(Data supplied)

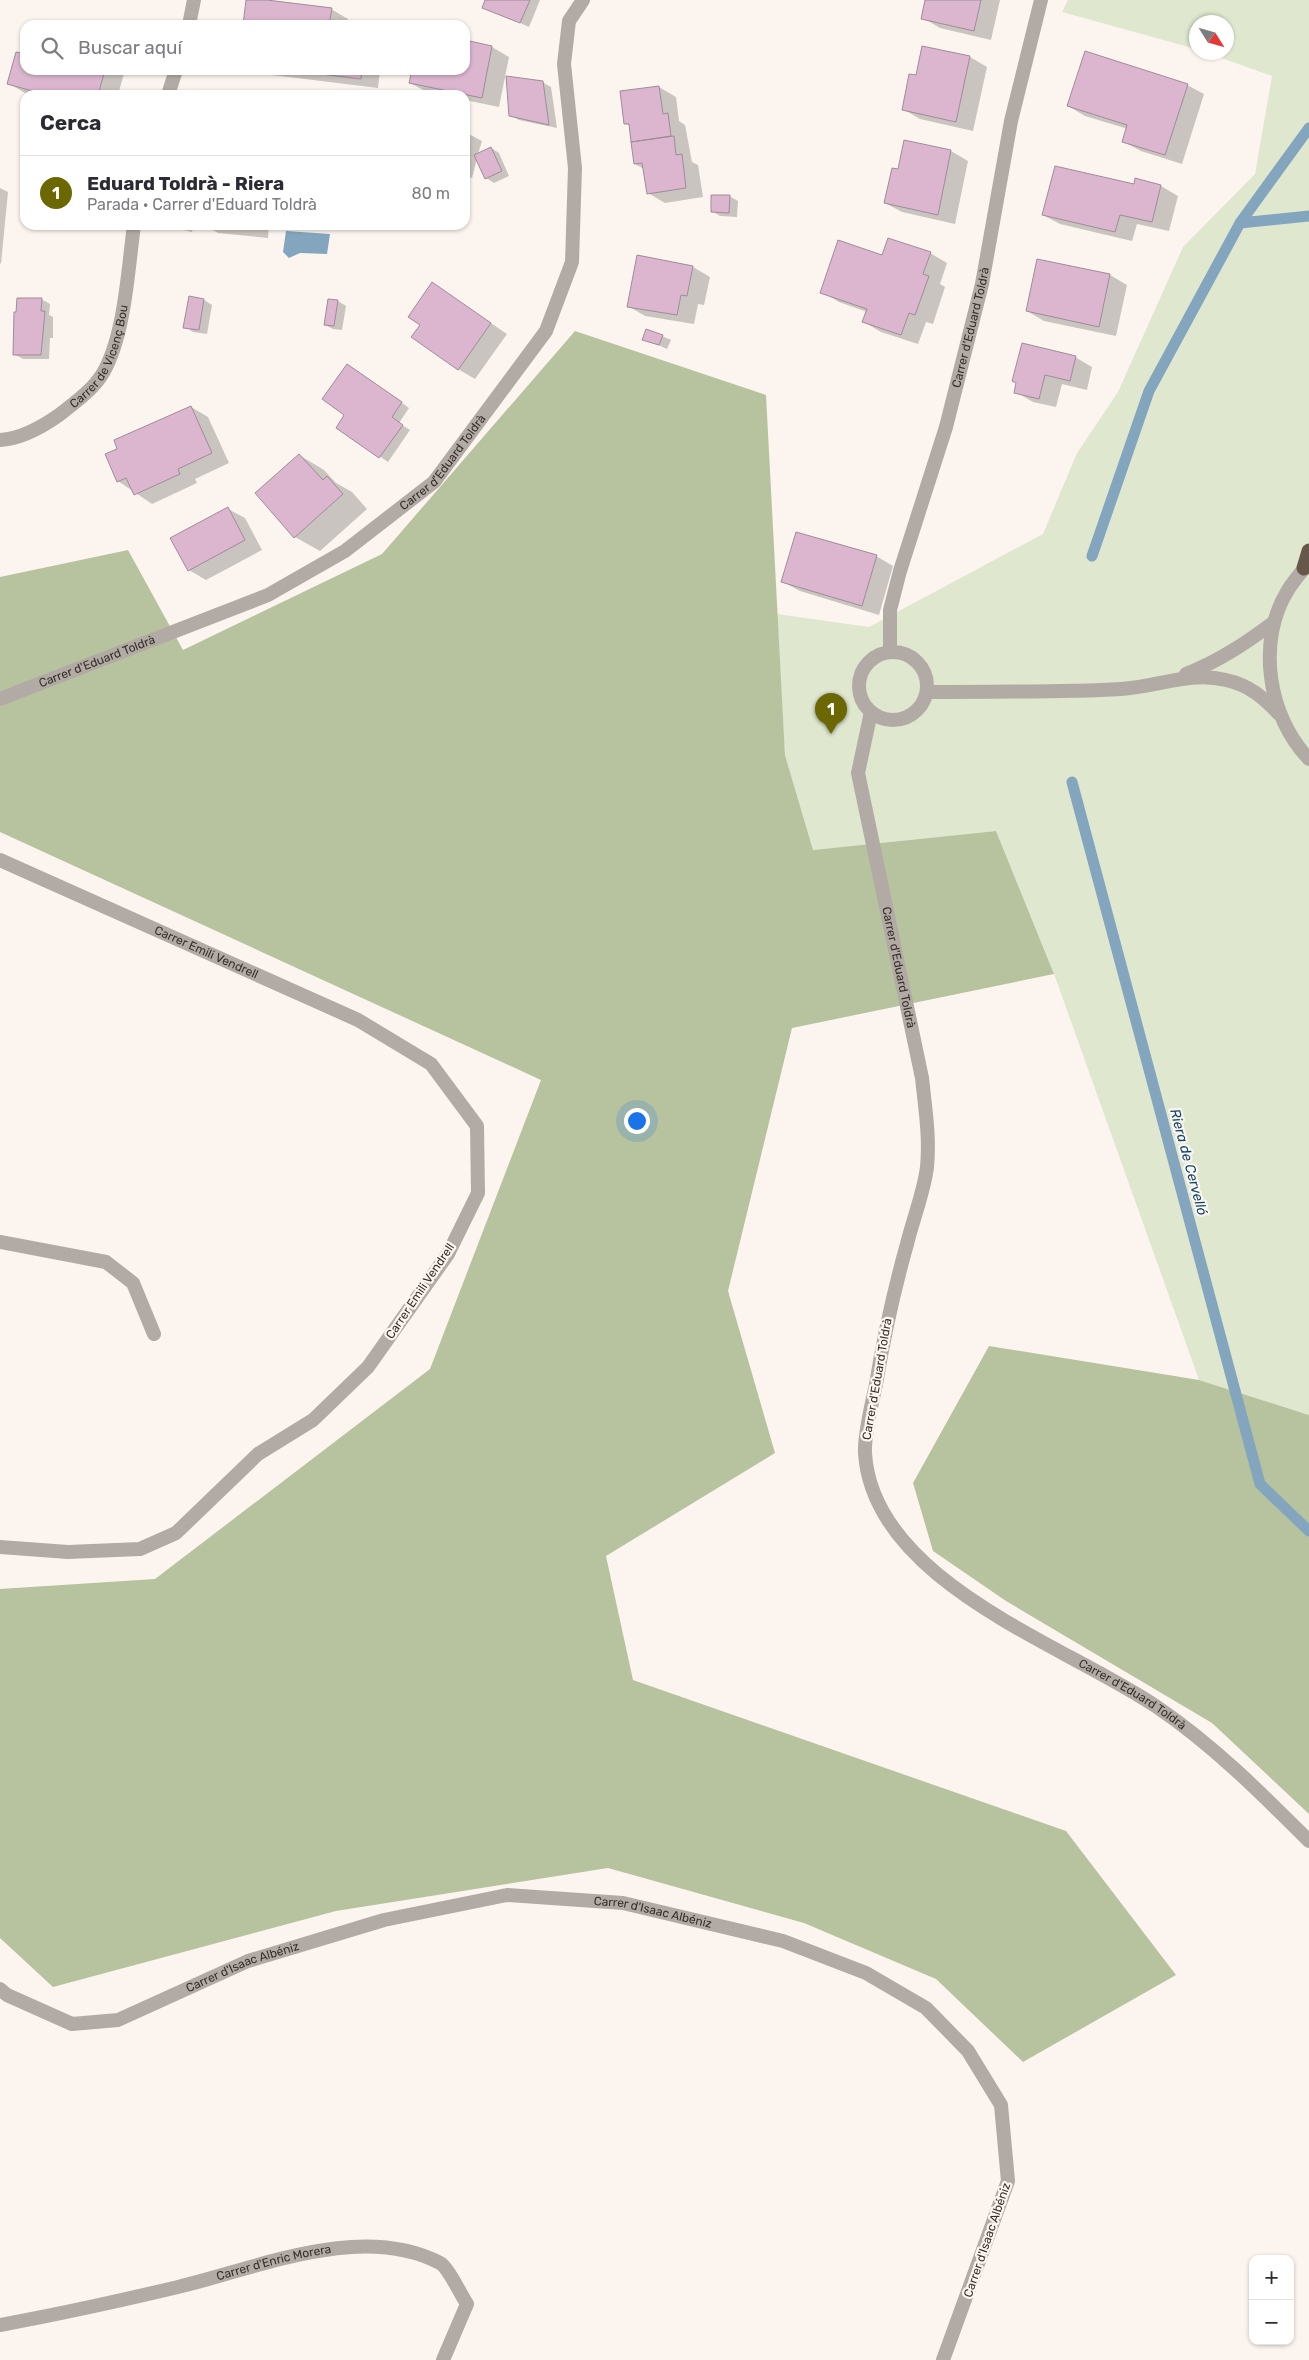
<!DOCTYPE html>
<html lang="es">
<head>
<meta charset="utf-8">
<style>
  body { margin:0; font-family:Rubik,sans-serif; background:#f7f7f7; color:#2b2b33 }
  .controls { position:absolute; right:15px; bottom:15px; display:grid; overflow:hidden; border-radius:10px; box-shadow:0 1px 4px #0004 }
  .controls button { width:45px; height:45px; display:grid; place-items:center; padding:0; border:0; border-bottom:1px solid #e1e1e2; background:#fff; color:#2b2b33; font:25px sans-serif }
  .compass { position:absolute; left:1189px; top:15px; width:45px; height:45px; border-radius:50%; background:#fff; box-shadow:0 1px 4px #0004; rotate:127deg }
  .you { position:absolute; left:636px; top:1120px; width:18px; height:18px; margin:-12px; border:4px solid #fff; border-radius:50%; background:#1a73e8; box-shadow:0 0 0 8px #1a73e833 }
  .badge { display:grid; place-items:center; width:32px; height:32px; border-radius:50%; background:#6b6802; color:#fff; font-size:16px; font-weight:700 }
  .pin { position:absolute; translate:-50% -41px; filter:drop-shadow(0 1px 2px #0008) }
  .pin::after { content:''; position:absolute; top:26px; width:18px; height:15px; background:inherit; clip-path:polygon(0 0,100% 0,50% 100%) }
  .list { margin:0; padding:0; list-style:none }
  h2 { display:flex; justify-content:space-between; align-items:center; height:65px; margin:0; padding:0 20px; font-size:21px }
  h2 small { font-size:16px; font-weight:400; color:#7c7c81 }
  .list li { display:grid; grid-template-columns:32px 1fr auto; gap:15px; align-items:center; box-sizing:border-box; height:75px; padding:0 20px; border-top:1px solid #e1e1e2 }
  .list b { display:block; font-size:19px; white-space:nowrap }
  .list p { margin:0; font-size:16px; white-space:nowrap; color:#7c7c81 }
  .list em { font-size:16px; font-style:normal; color:#7c7c81 }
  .icon { flex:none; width:28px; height:28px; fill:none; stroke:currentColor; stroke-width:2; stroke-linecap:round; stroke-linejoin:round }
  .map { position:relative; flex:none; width:1309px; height:2360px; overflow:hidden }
  .search { position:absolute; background:#fff; box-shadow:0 1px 4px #0004; left:20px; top:20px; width:450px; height:55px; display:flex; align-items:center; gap:12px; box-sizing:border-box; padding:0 18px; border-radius:15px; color:#7c7c81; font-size:19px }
  .panel { position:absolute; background:#fff; box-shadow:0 1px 4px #0004; left:20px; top:90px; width:450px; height:140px; border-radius:15px }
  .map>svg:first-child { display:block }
</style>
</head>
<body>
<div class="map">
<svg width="1309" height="2360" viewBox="0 0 1309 2360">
  <rect width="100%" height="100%" fill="#fcf5ef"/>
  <path fill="#dfe7cf" d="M1068 0H1309V1415L1199 1380 1054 974 996 831 813 850 785 755 777 614 869 627 1043 534 1077 453 1118 392 1183 247 1255 174 1272 76 1207 53 1226 52V22H1196V49L1062 12Z"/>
  <path fill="#b7c39e" d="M575 331 766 395 785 755 813 850 996 831 1054 974 792 1028 728 1291 775 1453 606 1556 633 1680 1066 1831 1176 1975 1023 2062 936 1979 804 1923 608 1868 336 1911 53 1987 0 1938V1589L155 1579 430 1369 541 1080 0 832V577L128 550 183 650 382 554Z
    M989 1346 1199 1380 1309 1415V1814L1212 1723 1006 1601 933 1551 913 1483Z"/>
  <path fill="#84a5be" d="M286 231 330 234 327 254 300 253 289 258 283 252Z"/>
  <path fill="#0003" d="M247 0 331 9 348 19V25H244Z
    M486 0H540L529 27 483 7Z
    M927 0H1000L991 40 940 28 923 18Z
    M465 42 492 47 509 57 499 107 465 100V95L427 92 410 83 413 71 410 70H465Z
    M25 49V70H125L118 95 25 93 8 83Z
    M970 57 987 67 973 131 920 119 903 109 917 77Z
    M250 70H380L378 88 256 73Z
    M542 82 551 87 557 128 519 120 510 115Z
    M1187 85 1204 94 1182 164 1141 151 1124 142 1128 129 1085 116 1068 106Z
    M659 87 676 97 679 121 685 125 692 162 698 165 703 197 665 203 648 193 644 169 635 164 630 126 625 123Z
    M465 132 482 141 478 154 491 148 499 153 509 176 494 183 486 178 477 159 472 178 465 176Z
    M951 151 968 161 955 224 902 212 885 203 899 170Z
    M25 155V168L21 166Z
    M1136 180 1161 186 1178 196 1169 231 1137 224 1132 241 1060 224 1043 215 1135 186Z
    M0 188 8 192 1 264 0 263Z
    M729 196 738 201 737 217 720 216 712 211Z
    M163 225H194L192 232Z
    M204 225H269L268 238 218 233Z
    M930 253 947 263 940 284 945 287 933 324 926 322 918 344 881 332 864 322 867 312 839 302 822 292 883 256Z
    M693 267 710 277 704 305 698 304 694 324 645 316 628 306Z
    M1110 275 1127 285 1116 336 1044 321 1027 311Z
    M433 284 507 334 475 379 458 369 422 325Z
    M190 298 204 300 212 305 207 334 193 332 185 327Z
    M41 299 50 304 49 315 53 317V338H50L49 359H23L14 354 17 313Z
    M338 301 346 306 342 330 333 329 325 325Z
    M662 336 671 340 667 349 644 339Z
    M1075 357 1092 367 1087 390 1062 384 1056 407 1033 402 1016 392 1018 383Z
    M356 370 409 408 399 423 410 430 388 462 338 428 346 415Z
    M191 407 208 417 229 463 195 479 197 483 152 504 118 481 119 450Z
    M299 455 324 470 336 483 352 492 367 509 320 551 295 537Z
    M228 509 245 518 262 550 206 580 189 570Z
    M876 556 893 566 879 615 800 591 783 582Z"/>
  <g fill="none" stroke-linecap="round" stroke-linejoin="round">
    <path stroke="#84a5be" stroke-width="11" d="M1240 223 1309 216
      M1092 556 1149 391 1240 223 1309 128
      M1072 782 1260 1484 1309 1531"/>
  </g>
  <path fill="#dbb6ce" stroke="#9f8c98" d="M246 0H267L332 8 329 25H243Z
    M485 0H530L520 23 482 8Z
    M925 0H981L974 31 921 19Z
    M465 40 492 46 482 98 409 83 412 70H465Z
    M25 45V70H105L98 95H47L7 84 16 52 22 53Z
    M922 46 970 56 956 122 902 110 909 74 916 75Z
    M1085 51 1188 84 1165 155 1122 142 1127 125 1067 106Z
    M288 70H362L361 79Z
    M506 76 543 81 549 125 509 116Z
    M659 86 663 114 668 113 671 136 631 142 629 124H624L620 91Z
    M674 136 676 155 682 154 686 188 647 194 642 163 634 164 631 142Z
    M904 140 951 150 938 215 884 203 892 168 898 169Z
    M491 147 502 171 485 179 474 155Z
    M1055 166 1134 184 1135 178 1161 185 1152 222 1120 215 1115 232 1042 215Z
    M711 195H730L729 213 711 212Z
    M211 225H251V229Z
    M888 238 931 252 923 274 929 276 915 315 909 313 901 335 862 322 867 309 820 293 838 240 882 255Z
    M637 255 693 266 687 296 681 295 677 315 627 307Z
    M1037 259 1110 274 1099 327 1026 311Z
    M432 282 491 323 458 370 411 337 420 325 408 317Z
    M189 296 204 299 199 330 183 328Z
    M17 298H42L41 311H45L41 355H13L14 312H16Z
    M328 299 338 300 334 326 324 325Z
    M646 329 663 335 659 345 642 340Z
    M1022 343 1076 356 1070 381 1045 375 1039 399 1014 393 1016 383 1012 381Z
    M347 364 402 402 392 417 403 425 379 458 336 428 344 415 322 399Z
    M191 406 212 453 178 469 180 474 134 495 126 478 117 482 105 454 117 449 114 440Z
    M299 454 323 480 327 476 343 494 294 538 255 493Z
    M228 507 245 540 188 571 170 538Z
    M796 532 877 555 862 606 781 582Z"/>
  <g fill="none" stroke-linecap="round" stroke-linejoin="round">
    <g stroke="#b2aba5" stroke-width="14">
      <path d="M189 25 194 0"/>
      <path d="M168 95 176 70"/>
      <path id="s1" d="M0 440C21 439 42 427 59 415 73 404 93 390 103 373 125 335 128 269 134 225"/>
      <circle cx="893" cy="686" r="34"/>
      <path id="s2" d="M890 652V610L900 571 946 427 982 284 1011 121 1041 0"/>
      <path d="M1186 674C1219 661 1246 643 1274 622"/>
      <path d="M927 692C992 691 1057 693 1121 689 1157 687 1190 671 1226 680 1249 685 1263 697 1279 714"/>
      <path id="s3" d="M0 699 268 595 345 551 434 482 546 331 572 262 575 168 564 64 569 21 583 0"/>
      <path id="s4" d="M871 712 858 773 922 1078C925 1107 930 1137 927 1167 924 1192 913 1219 907 1244 894 1290 884 1336 876 1384 872 1404 864 1433 865 1453 873 1582 1066 1645 1157 1707 1213 1745 1261 1793 1309 1841"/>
      <path id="s5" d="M0 860 358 1020 431 1064 477 1126 478 1193 448 1254 368 1367 313 1420 258 1454 176 1533 140 1549 68 1552 0 1547"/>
      <path d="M0 1242 106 1262 133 1283 154 1334"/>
      <path id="s6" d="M0 1989 7 1995 72 2024 118 2020 248 1961 384 1920 507 1895 623 1903 783 1941 866 1973 926 2008 968 2051 1001 2105 1008 2181 943 2360"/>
      <path id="s7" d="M0 2325C60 2314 119 2301 178 2287 258 2268 361 2222 440 2263 448 2267 461 2295 467 2304L443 2360"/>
    </g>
    <path stroke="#b2aba5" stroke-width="14" d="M1309 563C1302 571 1294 580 1288 590 1256 641 1268 717 1309 759"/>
    <path stroke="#65574a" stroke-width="15" d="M1304 568 1309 551"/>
  </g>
  <g text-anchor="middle" stroke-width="4.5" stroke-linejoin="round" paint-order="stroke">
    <g font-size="12" fill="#362f2a" stroke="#fcf5ef">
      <text dy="4" stroke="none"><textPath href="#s2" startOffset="336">Carrer d'Eduard Toldrà</textPath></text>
      <text dy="4" stroke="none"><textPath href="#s1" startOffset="139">Carrer de Vicenç Bou</textPath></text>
      <text dy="4" stroke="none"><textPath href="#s3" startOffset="509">Carrer d'Eduard Toldrà</textPath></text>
      <text dy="4" stroke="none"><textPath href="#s3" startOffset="104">Carrer d'Eduard Toldrà</textPath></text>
      <text dy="4" stroke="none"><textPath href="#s5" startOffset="226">Carrer Emili Vendrell</textPath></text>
      <text dy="4" stroke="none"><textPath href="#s4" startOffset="261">Carrer d'Eduard Toldrà</textPath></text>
      <text transform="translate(420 1291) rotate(-56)" y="4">Carrer Emili Vendrell</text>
      <text transform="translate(877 1379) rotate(-80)" y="4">Carrer d'Eduard Toldrà</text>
      <text dy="4" stroke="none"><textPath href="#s4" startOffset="1131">Carrer d'Eduard Toldrà</textPath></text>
      <text dy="4" stroke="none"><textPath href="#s6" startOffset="684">Carrer d'Isaac Albéniz</textPath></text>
      <text dy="4" stroke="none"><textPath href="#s6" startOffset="262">Carrer d'Isaac Albéniz</textPath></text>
      <text transform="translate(987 2240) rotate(-71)" y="4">Carrer d'Isaac Albéniz</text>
      <text dy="4" stroke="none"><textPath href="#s7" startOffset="281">Carrer d'Enric Morera</textPath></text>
    </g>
    <g font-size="14" font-style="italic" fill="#0c4669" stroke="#fcf5ef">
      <text transform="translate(1189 1162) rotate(75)" y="5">Riera de Cervelló</text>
    </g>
  </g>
</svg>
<div class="controls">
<button>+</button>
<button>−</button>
</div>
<svg class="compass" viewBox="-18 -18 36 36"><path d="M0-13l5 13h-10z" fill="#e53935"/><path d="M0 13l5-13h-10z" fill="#7c7c81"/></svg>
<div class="you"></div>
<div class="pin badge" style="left:831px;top:734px">1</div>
<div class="search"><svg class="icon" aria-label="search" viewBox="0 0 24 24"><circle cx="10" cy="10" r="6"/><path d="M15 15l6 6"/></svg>Buscar aquí</div>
<section class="panel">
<h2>Cerca<small></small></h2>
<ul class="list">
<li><span class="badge">1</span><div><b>Eduard Toldrà - Riera</b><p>Parada · Carrer d'Eduard Toldrà</p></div><em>80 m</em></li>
</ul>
</section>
</div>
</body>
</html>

(End Data supplied)

Search the listing for "grid" and copy each line holding it.

Exercise output:
  .controls { position:absolute; right:15px; bottom:15px; display:grid; overflow:hidden; border-radius:10px; box-shadow:0 1px 4px #0004 }
  .controls button { width:45px; height:45px; display:grid; place-items:center; padding:0; border:0; border-bottom:1px solid #e1e1e2; background:#fff; color:#2b2b33; font:25px sans-serif }
  .badge { display:grid; place-items:center; width:32px; height:32px; border-radius:50%; background:#6b6802; color:#fff; font-size:16px; font-weight:700 }
  .list li { display:grid; grid-template-columns:32px 1fr auto; gap:15px; align-items:center; box-sizing:border-box; height:75px; padding:0 20px; border-top:1px solid #e1e1e2 }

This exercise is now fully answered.